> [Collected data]
[Start of section]

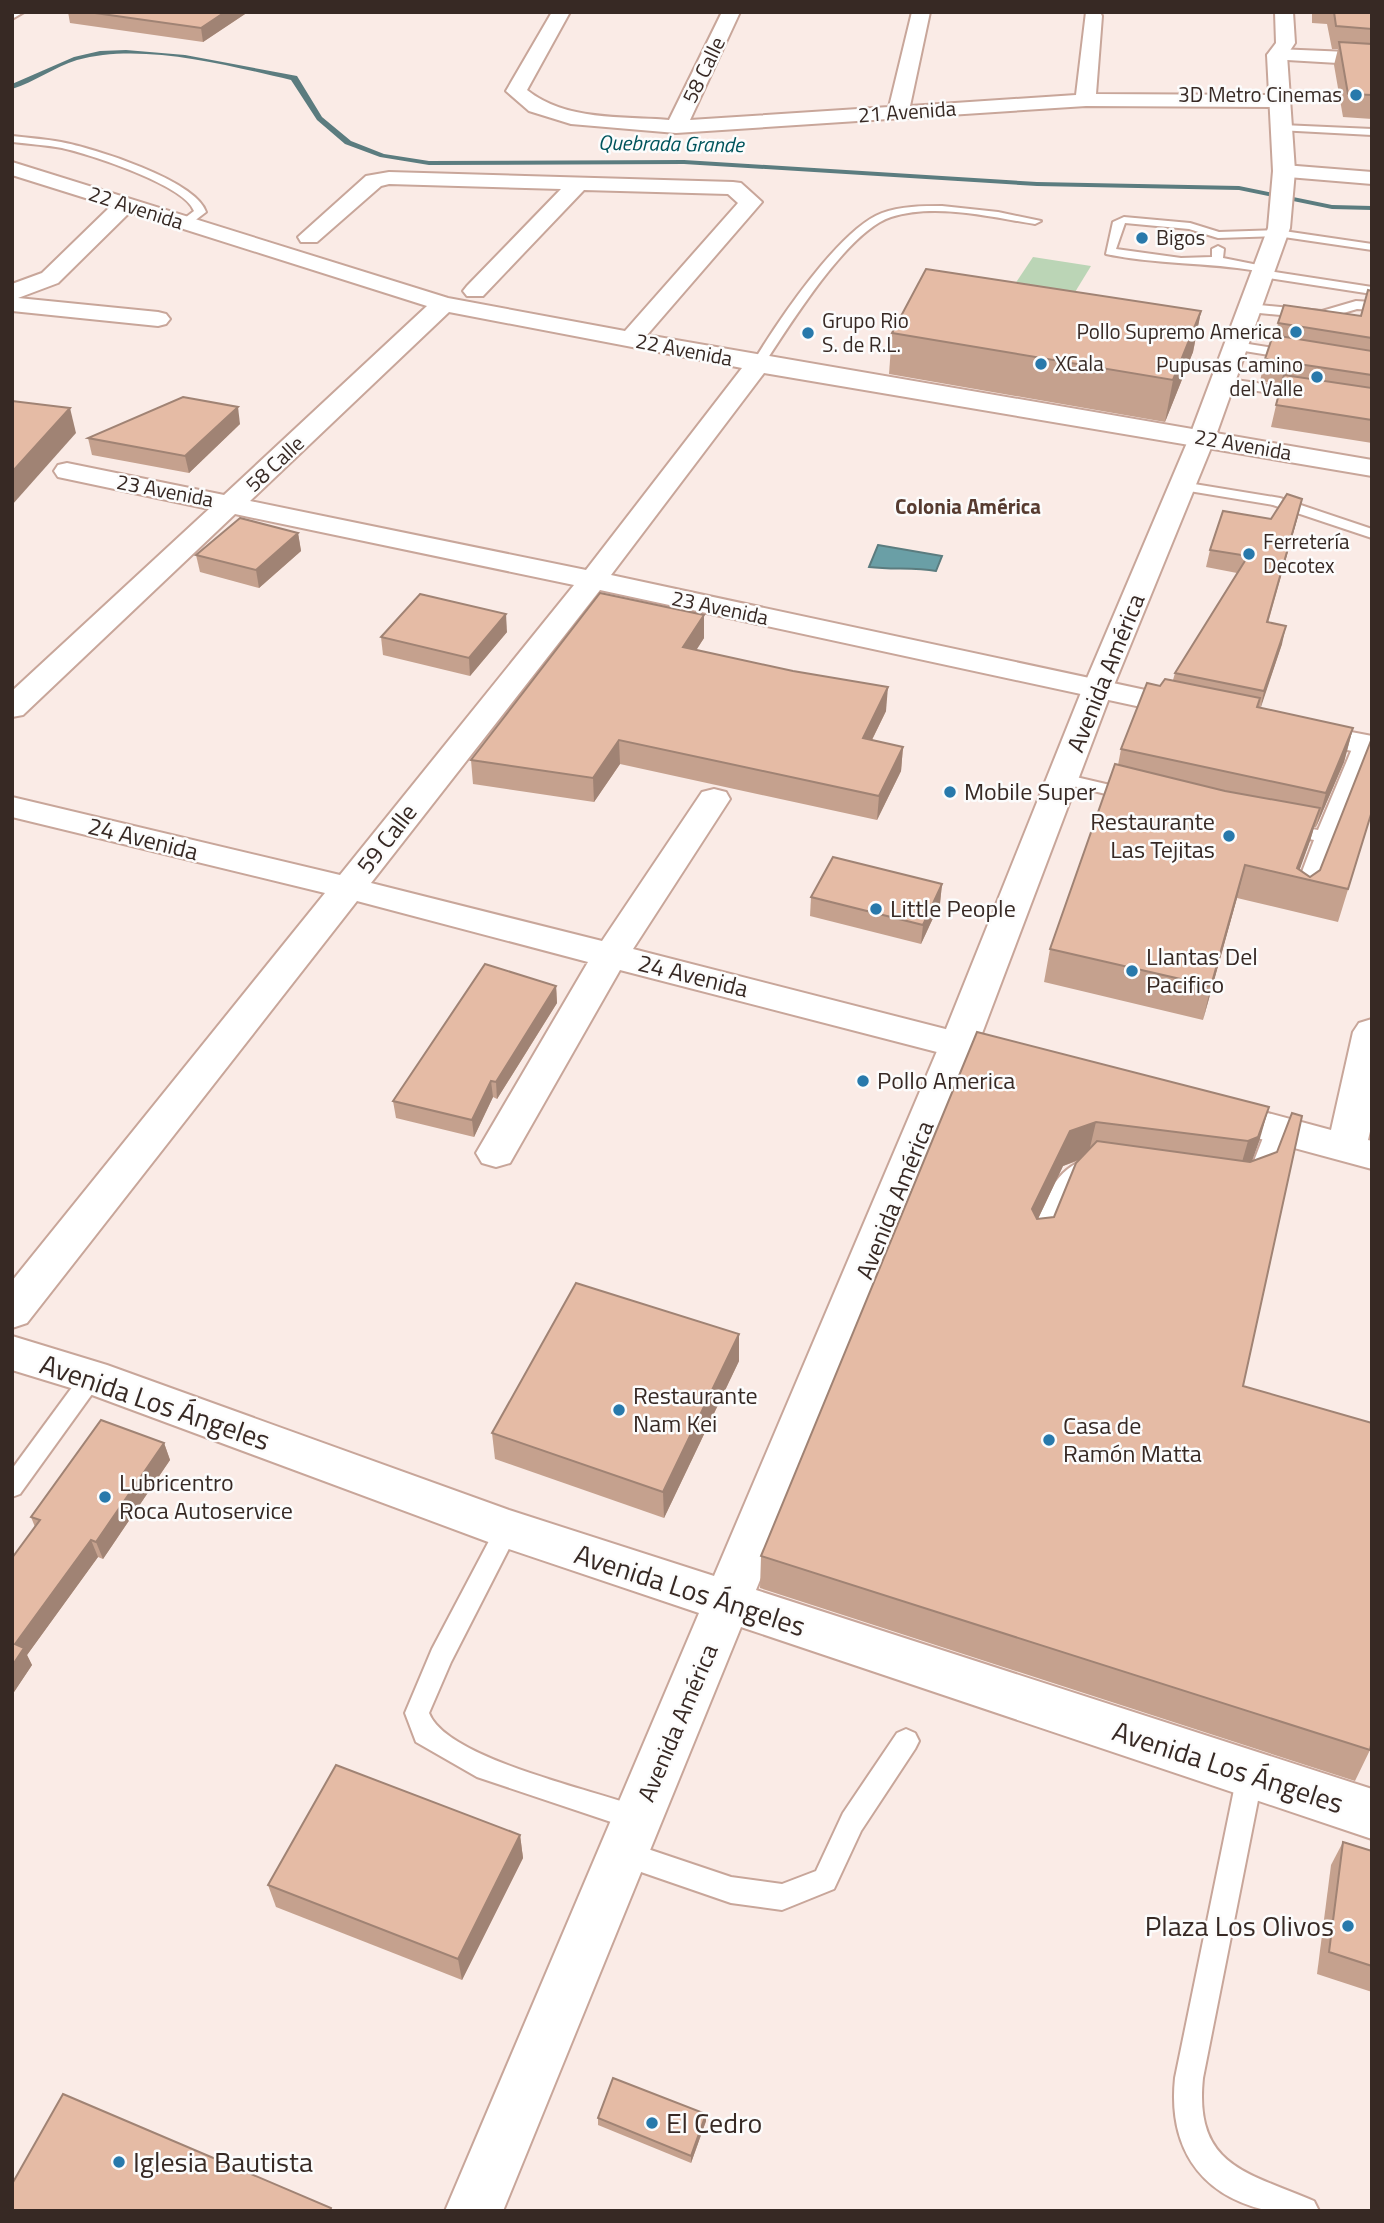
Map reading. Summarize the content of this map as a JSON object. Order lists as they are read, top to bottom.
{
  "streets": {
    "street": [
      "58 Calle",
      "21 Avenida",
      "22 Avenida",
      "23 Avenida",
      "Avenida América",
      "24 Avenida",
      "59 Calle",
      "Avenida Los Ángeles"
    ]
  },
  "crossings": [
    ["58 Calle", "21 Avenida"],
    ["58 Calle", "22 Avenida"],
    ["58 Calle", "23 Avenida"],
    ["21 Avenida", "Avenida América"],
    ["22 Avenida", "Avenida América"],
    ["22 Avenida", "59 Calle"],
    ["23 Avenida", "Avenida América"],
    ["23 Avenida", "59 Calle"],
    ["Avenida América", "24 Avenida"],
    ["Avenida América", "Avenida Los Ángeles"],
    ["24 Avenida", "59 Calle"]
  ],
  "districts": ["Colonia América"],
  "water": ["Quebrada Grande"],
  "places": [
    "3D Metro Cinemas",
    "Bigos",
    "Pollo Supremo America",
    "Grupo Rio S. de R.L.",
    "XCala",
    "Pupusas Camino del Valle",
    "Ferretería Decotex",
    "Mobile Super",
    "Restaurante Las Tejitas",
    "Little People",
    "Llantas Del Pacifico",
    "Pollo America",
    "Restaurante Nam Kei",
    "Casa de Ramón Matta",
    "Lubricentro Roca Autoservice",
    "Plaza Los Olivos",
    "El Cedro",
    "Iglesia Bautista"
  ]
}
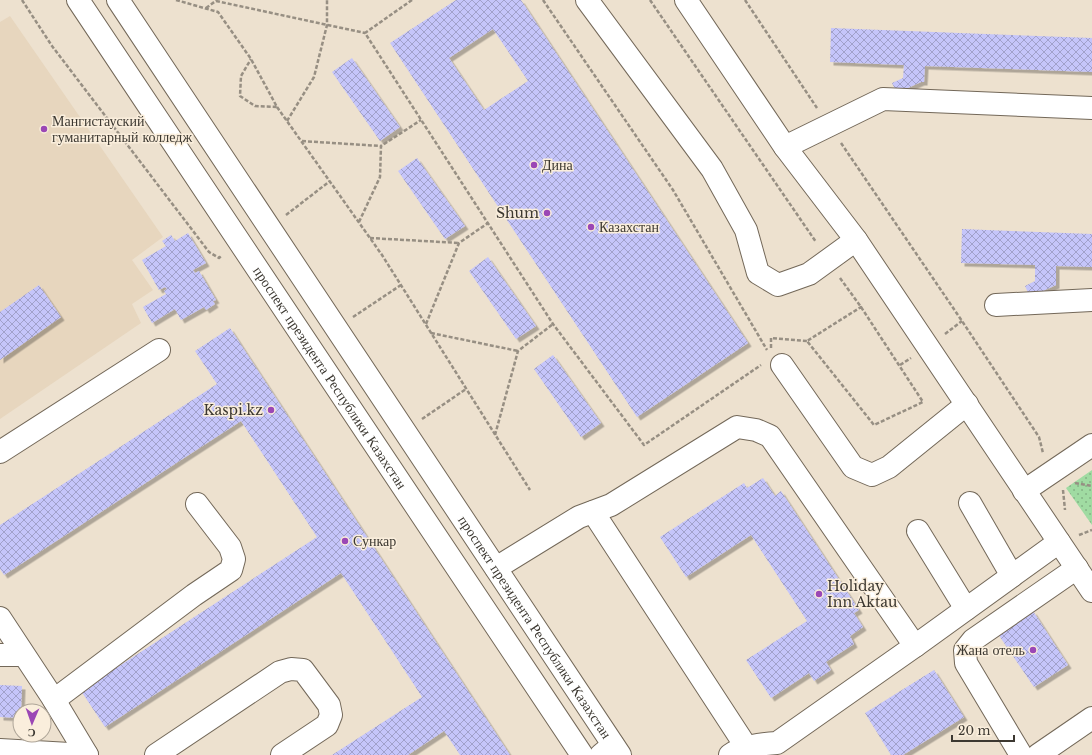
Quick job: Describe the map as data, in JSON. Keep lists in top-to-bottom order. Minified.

[End of section]

> [Work order] Transcribe the data exactly, minus any images.

> [The completed task]
Map reading. Summarize the content of this map as a JSON object. Order lists as they are read, top to bottom.
{
  "streets": {
    "street": [
      "58 Calle",
      "21 Avenida",
      "22 Avenida",
      "23 Avenida",
      "Avenida América",
      "24 Avenida",
      "59 Calle",
      "Avenida Los Ángeles"
    ]
  },
  "crossings": [
    ["58 Calle", "21 Avenida"],
    ["58 Calle", "22 Avenida"],
    ["58 Calle", "23 Avenida"],
    ["21 Avenida", "Avenida América"],
    ["22 Avenida", "Avenida América"],
    ["22 Avenida", "59 Calle"],
    ["23 Avenida", "Avenida América"],
    ["23 Avenida", "59 Calle"],
    ["Avenida América", "24 Avenida"],
    ["Avenida América", "Avenida Los Ángeles"],
    ["24 Avenida", "59 Calle"]
  ],
  "districts": ["Colonia América"],
  "water": ["Quebrada Grande"],
  "places": [
    "3D Metro Cinemas",
    "Bigos",
    "Pollo Supremo America",
    "Grupo Rio S. de R.L.",
    "XCala",
    "Pupusas Camino del Valle",
    "Ferretería Decotex",
    "Mobile Super",
    "Restaurante Las Tejitas",
    "Little People",
    "Llantas Del Pacifico",
    "Pollo America",
    "Restaurante Nam Kei",
    "Casa de Ramón Matta",
    "Lubricentro Roca Autoservice",
    "Plaza Los Olivos",
    "El Cedro",
    "Iglesia Bautista"
  ]
}
Quick job: Describe the map as data, in JSON. Keep lists in top-to-bottom order. Minified.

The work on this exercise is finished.